What’s surprising about Patti Smith’s Horses is how subversive it still is, despite its having long since been canonized as one of rock’s most important and influential works. Because Smith set out to collapse so many dichotomies at once—professional/amateur, art/commerce, high culture/low culture, original material/covers, insider/outsider, pretentious/profound, prose/poetry, eloquent/inarticulate, and of course the big ones, male/female, gay/straight—the album maintains its richness and potency even in the face of the perpetual memorializing. It remains slippery, dangerous, despite attempts to reify it into a universally admired rock monument. Though the opener, “Gloria”, with its famous first line (“Jesus died for somebody’s sins but not mine”) and its gender-bending appropriation of a rock classic, has been so frequently heralded as to become a virtual blueprint for calculated audaciousness, it still amazes; each listen, ever more laden with the burden of the song’s notoriety and familiarity, nevertheless makes the song’s perfectly choreographed accomplishment seem all the more astounding and unlikely. It still makes lust and ambition primal, tangible, inseparable; “the atmosphere where anything’s allowed”—you know exactly where that is while the song plays.

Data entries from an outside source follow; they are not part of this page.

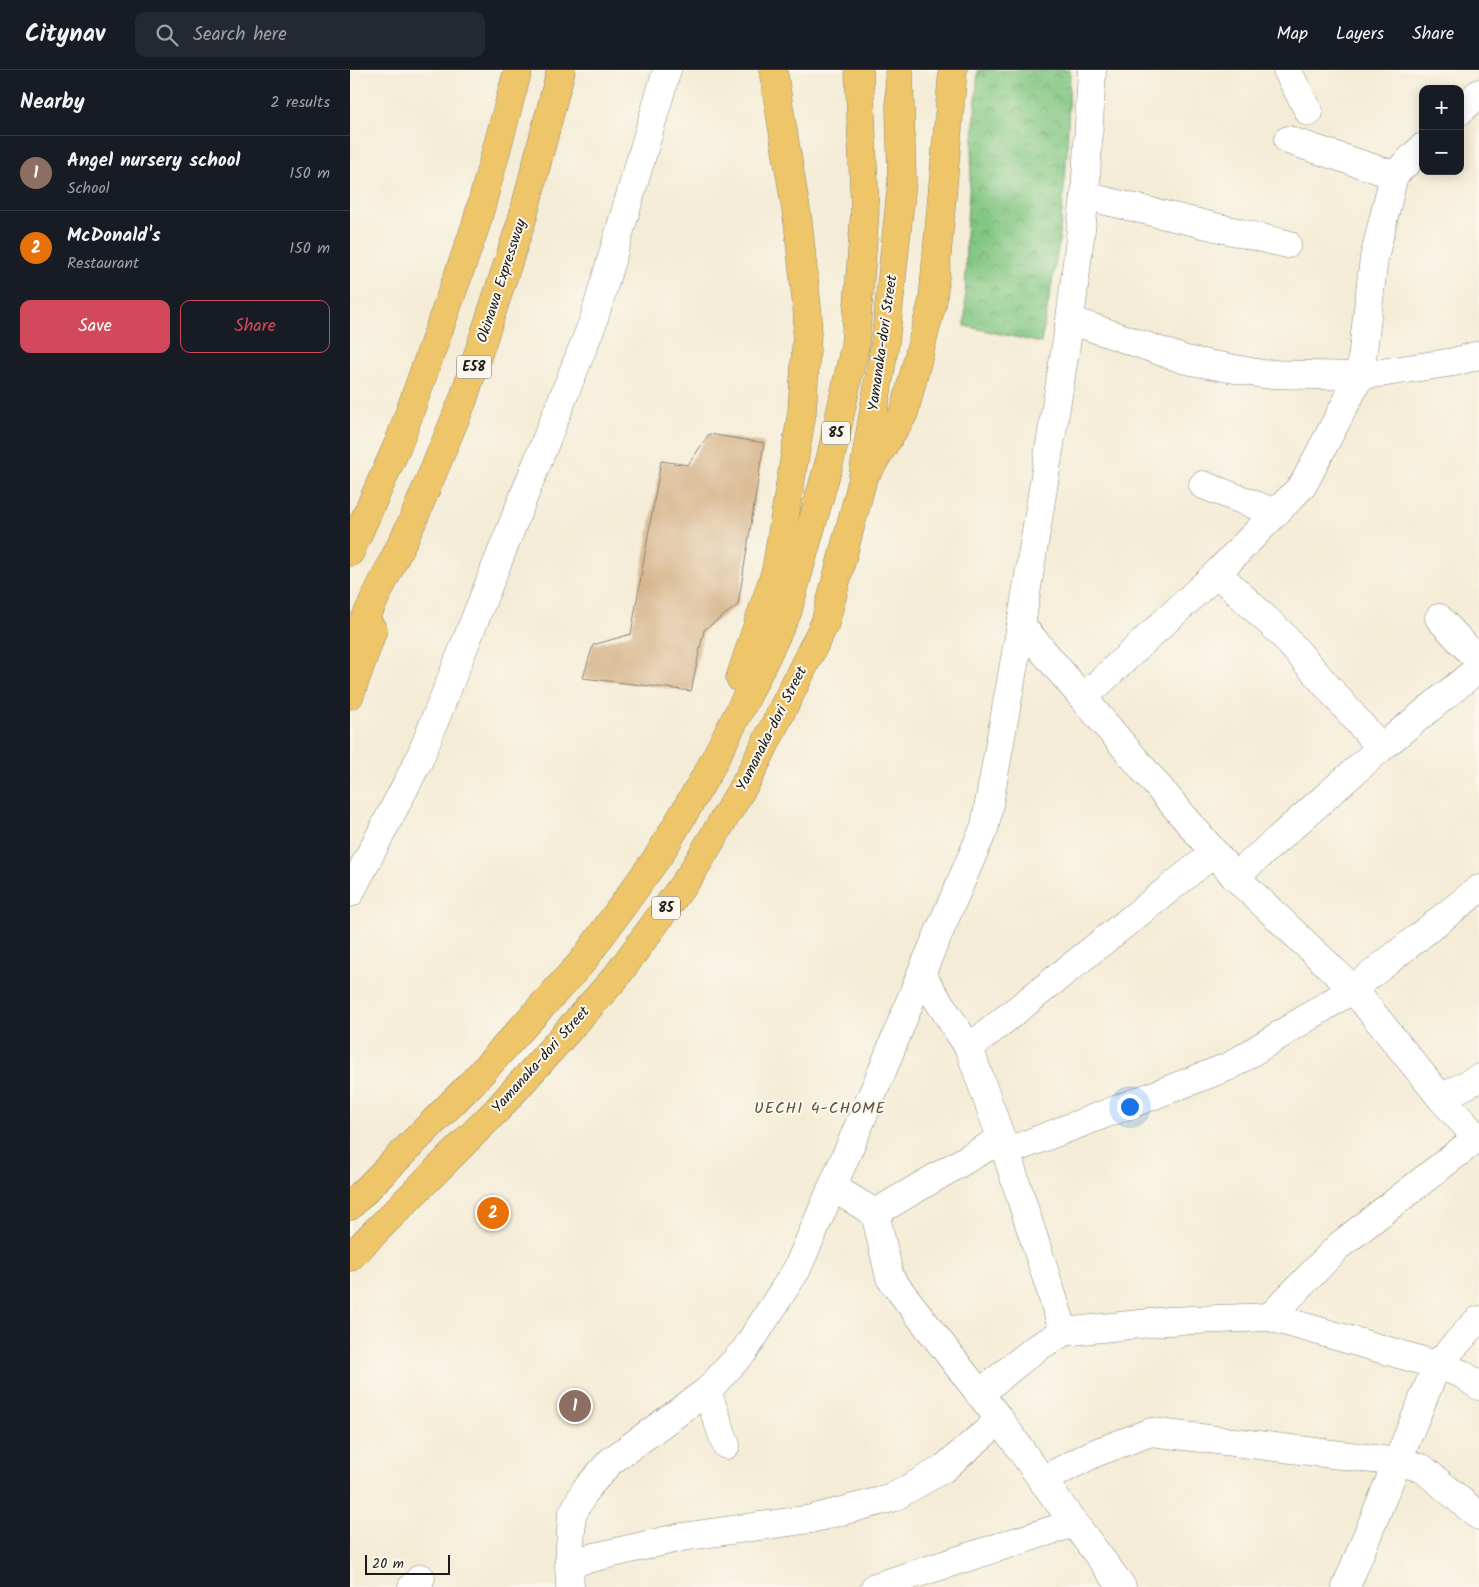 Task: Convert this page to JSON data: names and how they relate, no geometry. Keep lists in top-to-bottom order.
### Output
{
  "streets": {
    "main road": [
      "Okinawa Expressway",
      "Yamanaka-dori Street",
      "E58",
      "85"
    ]
  },
  "districts": ["UECHI 4-CHOME"],
  "scale_bar": "20 m",
  "page": {
    "header": "Citynav",
    "search": "Search here",
    "nav": ["Map", "Layers", "Share"],
    "heading": ["Nearby", "2 results"],
    "map_buttons": ["+", "−"],
    "list": [
      {
        "mark": "1",
        "name": "Angel nursery school",
        "note": "School",
        "value": "150 m"
      },
      {
        "mark": "2",
        "name": "McDonald's",
        "note": "Restaurant",
        "value": "150 m"
      }
    ],
    "buttons": ["Save", "Share"],
    "pins": ["2", "1"],
    "scale": "20 m"
  }
} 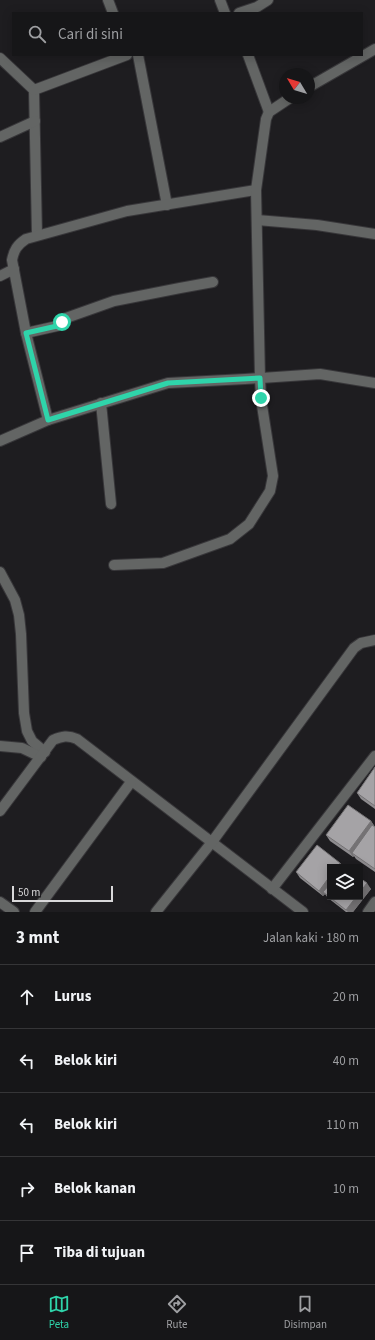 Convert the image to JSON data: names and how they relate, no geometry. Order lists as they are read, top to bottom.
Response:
{
  "scale_bar": "50 m",
  "north": "top left",
  "page": {
    "search": "Cari di sini",
    "scale": "50 m",
    "heading": ["3 mnt", "Jalan kaki · 180 m"],
    "list": [
      ["Lurus", "20 m"],
      ["Belok kiri", "40 m"],
      ["Belok kiri", "110 m"],
      ["Belok kanan", "10 m"],
      "Tiba di tujuan"
    ],
    "nav": ["Peta", "Rute", "Disimpan"]
  }
}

On Horses virtually every choice made in the production, the music, the lyrics presents a threat, poses a challenge to a comfortable, received opinion—even the received opinion of its own brilliance. However, few of these challenges come across as plain mistakes that we need to rationalize away to protect what has become a precious icon. Instead, whether adopting a gentle laid-back reggae rhythm for a harrowing tale of suicide and inconsolable remorse on “Redondo Beach”, or fusing a gay-rape narrative to “Land of a 1,000 Dances” to delineate the farther reaches of the aggression implicit in rock and roll, its “sea of possibilities”, or exploding into gibberish at the long-delayed climax of “Birdland” just long enough to let you hear the difference between total loss of restraint and control in the modulation of her voice, Horses offers a seemingly endless supply of unsettling moments that cry out for interpretation even as they feel immediately right and devastatingly effective. Only its most awkward instant, when in the free-form spew of “Land” Smith acknowledges with a cheerleader chant the influence of Rimbaud (if only she would have emulated him in silencing herself after an auspicious early career; we might have been spared “People Have the Power”), seems forced and false.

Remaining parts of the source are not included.